BRIEF
Could you reproduce, exactly as written, every line from the one containing "<h2>In der Nähe<small>2" through the last line of the records, and nothing else?

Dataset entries
# # # # # # #

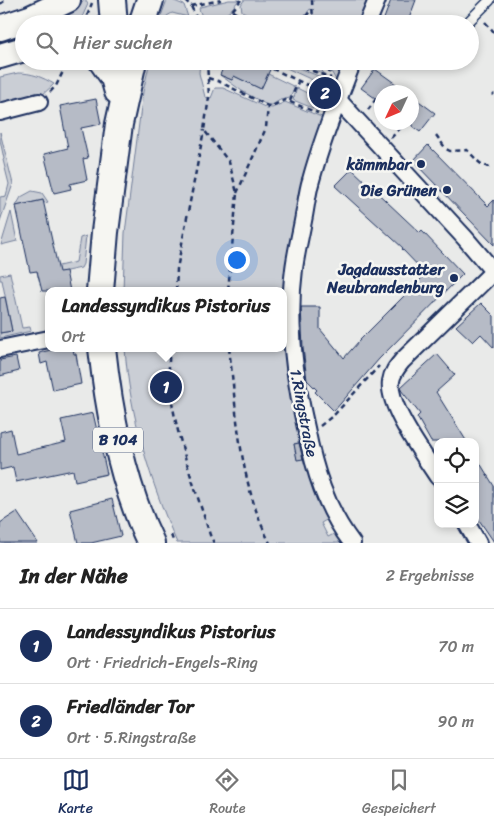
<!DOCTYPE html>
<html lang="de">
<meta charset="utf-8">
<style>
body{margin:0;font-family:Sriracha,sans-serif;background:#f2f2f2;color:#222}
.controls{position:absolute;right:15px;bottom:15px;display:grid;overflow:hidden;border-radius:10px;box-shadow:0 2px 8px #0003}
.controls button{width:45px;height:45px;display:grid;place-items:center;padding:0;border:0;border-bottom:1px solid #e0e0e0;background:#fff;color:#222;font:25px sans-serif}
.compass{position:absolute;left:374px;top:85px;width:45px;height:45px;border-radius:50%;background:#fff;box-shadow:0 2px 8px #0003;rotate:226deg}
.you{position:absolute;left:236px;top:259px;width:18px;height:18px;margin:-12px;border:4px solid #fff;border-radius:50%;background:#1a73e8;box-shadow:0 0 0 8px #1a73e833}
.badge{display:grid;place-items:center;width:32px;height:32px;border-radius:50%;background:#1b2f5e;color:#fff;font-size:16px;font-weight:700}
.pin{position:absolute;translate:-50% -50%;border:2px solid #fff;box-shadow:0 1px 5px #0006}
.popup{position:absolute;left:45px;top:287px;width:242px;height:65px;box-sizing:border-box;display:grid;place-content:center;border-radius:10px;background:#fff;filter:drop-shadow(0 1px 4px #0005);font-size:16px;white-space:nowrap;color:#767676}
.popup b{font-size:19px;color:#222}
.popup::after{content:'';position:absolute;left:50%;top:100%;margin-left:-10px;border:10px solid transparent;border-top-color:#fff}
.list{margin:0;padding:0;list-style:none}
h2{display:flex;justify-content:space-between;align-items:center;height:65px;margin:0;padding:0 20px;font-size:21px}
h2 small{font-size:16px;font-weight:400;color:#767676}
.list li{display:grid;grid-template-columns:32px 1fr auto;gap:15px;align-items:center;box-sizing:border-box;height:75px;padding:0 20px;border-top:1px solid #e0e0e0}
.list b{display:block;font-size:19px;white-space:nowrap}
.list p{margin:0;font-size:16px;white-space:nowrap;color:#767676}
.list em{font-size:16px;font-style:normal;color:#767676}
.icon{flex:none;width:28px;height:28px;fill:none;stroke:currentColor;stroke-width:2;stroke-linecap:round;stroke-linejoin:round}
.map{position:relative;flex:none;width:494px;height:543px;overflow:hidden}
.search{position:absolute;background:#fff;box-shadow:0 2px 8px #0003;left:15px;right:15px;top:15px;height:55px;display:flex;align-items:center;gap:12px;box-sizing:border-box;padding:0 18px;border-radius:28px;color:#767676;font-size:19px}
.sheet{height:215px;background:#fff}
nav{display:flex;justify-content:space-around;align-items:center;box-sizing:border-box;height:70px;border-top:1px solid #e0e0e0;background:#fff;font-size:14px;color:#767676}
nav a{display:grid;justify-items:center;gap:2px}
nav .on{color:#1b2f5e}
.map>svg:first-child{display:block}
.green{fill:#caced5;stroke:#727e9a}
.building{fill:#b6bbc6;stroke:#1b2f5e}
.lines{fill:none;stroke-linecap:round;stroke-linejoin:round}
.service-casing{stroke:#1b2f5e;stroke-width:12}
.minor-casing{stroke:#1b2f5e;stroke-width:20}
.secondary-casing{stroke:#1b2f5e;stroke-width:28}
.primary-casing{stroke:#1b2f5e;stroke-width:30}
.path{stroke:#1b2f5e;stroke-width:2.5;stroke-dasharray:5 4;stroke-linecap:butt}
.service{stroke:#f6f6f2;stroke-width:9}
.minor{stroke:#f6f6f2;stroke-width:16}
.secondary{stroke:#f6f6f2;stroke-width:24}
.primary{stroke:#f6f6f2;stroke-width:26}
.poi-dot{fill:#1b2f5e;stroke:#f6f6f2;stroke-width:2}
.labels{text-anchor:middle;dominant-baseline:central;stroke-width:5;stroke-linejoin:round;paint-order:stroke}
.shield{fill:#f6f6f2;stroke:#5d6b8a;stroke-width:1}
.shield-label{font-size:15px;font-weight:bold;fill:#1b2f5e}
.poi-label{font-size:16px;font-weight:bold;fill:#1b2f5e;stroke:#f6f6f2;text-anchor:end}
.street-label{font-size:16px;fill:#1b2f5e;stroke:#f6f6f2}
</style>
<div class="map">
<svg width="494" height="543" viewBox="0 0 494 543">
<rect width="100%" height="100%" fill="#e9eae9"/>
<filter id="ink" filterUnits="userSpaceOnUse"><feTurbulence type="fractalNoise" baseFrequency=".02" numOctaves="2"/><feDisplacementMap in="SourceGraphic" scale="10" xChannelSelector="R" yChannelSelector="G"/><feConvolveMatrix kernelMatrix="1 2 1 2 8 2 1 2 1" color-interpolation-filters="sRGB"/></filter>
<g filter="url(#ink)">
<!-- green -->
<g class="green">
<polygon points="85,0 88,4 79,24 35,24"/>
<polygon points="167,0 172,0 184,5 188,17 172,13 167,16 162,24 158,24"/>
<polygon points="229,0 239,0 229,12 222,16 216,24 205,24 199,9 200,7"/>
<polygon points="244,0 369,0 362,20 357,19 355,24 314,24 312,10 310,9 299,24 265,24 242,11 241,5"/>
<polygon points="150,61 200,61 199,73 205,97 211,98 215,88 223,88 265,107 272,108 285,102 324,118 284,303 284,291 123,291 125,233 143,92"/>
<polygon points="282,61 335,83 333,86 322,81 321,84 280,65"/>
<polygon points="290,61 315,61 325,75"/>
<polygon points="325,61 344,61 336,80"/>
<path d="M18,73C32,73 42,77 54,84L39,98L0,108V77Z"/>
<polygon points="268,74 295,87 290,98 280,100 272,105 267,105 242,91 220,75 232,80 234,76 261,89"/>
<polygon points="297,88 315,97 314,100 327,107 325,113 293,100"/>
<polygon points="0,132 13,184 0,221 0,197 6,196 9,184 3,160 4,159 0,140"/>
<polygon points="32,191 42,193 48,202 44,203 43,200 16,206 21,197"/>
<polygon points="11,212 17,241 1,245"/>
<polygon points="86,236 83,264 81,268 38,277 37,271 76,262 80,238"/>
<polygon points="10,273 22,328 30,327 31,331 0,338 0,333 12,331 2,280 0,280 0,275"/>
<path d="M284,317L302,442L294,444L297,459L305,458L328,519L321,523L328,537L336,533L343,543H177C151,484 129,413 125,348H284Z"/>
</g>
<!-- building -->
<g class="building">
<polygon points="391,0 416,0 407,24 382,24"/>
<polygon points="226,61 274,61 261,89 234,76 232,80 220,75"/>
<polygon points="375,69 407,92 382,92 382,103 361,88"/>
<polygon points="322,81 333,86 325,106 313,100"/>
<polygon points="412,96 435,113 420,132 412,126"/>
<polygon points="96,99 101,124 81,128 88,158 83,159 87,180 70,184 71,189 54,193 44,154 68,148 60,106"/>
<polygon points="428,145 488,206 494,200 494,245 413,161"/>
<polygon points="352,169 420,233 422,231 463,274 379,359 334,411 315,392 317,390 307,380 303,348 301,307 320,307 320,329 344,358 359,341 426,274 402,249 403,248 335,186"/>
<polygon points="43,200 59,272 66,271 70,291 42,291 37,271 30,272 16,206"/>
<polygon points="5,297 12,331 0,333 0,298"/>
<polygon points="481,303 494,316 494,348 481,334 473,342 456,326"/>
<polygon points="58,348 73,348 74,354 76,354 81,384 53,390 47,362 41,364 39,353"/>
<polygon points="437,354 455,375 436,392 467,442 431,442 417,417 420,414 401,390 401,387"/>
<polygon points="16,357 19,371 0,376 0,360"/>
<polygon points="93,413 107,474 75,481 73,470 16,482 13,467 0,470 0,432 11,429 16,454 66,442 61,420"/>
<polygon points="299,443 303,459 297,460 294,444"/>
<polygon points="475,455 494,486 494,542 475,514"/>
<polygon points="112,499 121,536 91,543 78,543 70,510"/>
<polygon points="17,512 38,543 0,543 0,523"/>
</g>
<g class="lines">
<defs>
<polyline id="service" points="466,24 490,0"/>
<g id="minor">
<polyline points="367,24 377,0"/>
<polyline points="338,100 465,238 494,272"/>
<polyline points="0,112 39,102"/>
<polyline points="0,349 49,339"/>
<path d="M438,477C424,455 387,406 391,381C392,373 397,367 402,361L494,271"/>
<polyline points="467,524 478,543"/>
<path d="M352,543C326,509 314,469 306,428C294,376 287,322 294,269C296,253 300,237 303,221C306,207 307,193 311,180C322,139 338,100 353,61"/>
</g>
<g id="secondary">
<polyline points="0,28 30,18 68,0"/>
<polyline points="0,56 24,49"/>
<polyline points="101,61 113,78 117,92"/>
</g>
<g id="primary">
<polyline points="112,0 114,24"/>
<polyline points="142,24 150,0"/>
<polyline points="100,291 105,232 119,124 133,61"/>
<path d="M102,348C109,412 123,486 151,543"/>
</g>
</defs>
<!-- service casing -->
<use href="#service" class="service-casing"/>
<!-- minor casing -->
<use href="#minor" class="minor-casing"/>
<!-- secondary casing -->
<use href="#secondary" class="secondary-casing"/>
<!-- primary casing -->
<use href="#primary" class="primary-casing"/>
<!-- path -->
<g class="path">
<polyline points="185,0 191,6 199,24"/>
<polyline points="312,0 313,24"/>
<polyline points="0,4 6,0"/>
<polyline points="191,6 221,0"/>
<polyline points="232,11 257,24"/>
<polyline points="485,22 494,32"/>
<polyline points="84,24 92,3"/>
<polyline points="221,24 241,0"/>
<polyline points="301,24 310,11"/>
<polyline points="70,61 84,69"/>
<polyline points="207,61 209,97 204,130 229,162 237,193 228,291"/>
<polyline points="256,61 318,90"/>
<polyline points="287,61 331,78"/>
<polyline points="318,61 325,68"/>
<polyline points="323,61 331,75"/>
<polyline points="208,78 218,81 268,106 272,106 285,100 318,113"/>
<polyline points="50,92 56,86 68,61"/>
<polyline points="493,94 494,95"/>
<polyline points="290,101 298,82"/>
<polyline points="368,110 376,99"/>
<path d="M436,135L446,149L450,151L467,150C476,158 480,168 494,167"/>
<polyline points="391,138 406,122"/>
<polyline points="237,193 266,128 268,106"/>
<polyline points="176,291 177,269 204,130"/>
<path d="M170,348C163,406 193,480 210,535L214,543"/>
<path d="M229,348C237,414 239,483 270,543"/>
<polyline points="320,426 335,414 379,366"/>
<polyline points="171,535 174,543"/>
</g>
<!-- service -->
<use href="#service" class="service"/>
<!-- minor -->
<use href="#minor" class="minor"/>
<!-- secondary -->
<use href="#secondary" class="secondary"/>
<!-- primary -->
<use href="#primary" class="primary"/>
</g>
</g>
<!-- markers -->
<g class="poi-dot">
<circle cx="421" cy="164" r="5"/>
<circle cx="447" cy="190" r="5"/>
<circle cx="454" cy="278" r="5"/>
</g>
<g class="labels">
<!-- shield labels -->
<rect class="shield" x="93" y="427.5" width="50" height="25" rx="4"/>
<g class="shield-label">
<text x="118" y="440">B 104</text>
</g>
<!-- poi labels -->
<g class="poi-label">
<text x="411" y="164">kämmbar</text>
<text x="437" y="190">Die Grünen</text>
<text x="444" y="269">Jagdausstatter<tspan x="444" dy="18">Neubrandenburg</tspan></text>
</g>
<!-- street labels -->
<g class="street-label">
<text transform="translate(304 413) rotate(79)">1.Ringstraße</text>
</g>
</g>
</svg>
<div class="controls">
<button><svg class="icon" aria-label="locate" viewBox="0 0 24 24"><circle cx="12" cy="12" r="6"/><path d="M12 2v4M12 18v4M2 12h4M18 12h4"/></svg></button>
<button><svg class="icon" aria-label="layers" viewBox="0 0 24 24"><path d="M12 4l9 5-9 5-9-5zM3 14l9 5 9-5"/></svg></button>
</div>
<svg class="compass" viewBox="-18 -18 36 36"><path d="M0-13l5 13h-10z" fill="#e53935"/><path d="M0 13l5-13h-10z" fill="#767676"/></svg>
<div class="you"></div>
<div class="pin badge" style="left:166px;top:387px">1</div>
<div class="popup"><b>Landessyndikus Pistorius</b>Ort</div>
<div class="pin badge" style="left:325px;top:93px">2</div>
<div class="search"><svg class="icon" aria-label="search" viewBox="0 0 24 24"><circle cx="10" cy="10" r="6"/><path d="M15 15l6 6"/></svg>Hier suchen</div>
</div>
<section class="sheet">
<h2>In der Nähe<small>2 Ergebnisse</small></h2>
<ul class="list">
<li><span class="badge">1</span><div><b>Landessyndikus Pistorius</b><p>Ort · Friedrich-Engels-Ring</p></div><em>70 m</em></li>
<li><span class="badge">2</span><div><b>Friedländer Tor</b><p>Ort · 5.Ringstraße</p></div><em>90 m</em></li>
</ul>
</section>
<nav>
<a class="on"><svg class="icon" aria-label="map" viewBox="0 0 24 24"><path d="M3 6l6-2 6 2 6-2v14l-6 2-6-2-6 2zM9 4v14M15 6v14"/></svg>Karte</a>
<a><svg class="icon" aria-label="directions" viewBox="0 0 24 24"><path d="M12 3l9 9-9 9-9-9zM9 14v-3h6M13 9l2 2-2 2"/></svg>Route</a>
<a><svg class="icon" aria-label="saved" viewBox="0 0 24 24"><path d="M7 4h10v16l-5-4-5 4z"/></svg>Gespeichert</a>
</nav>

# # # # # # #

SOLVED EXERCISE
<h2>In der Nähe<small>2 Ergebnisse</small></h2>
<ul class="list">
<li><span class="badge">1</span><div><b>Landessyndikus Pistorius</b><p>Ort · Friedrich-Engels-Ring</p></div><em>70 m</em></li>
<li><span class="badge">2</span><div><b>Friedländer Tor</b><p>Ort · 5.Ringstraße</p></div><em>90 m</em></li>
</ul>
</section>
<nav>
<a class="on"><svg class="icon" aria-label="map" viewBox="0 0 24 24"><path d="M3 6l6-2 6 2 6-2v14l-6 2-6-2-6 2zM9 4v14M15 6v14"/></svg>Karte</a>
<a><svg class="icon" aria-label="directions" viewBox="0 0 24 24"><path d="M12 3l9 9-9 9-9-9zM9 14v-3h6M13 9l2 2-2 2"/></svg>Route</a>
<a><svg class="icon" aria-label="saved" viewBox="0 0 24 24"><path d="M7 4h10v16l-5-4-5 4z"/></svg>Gespeichert</a>
</nav>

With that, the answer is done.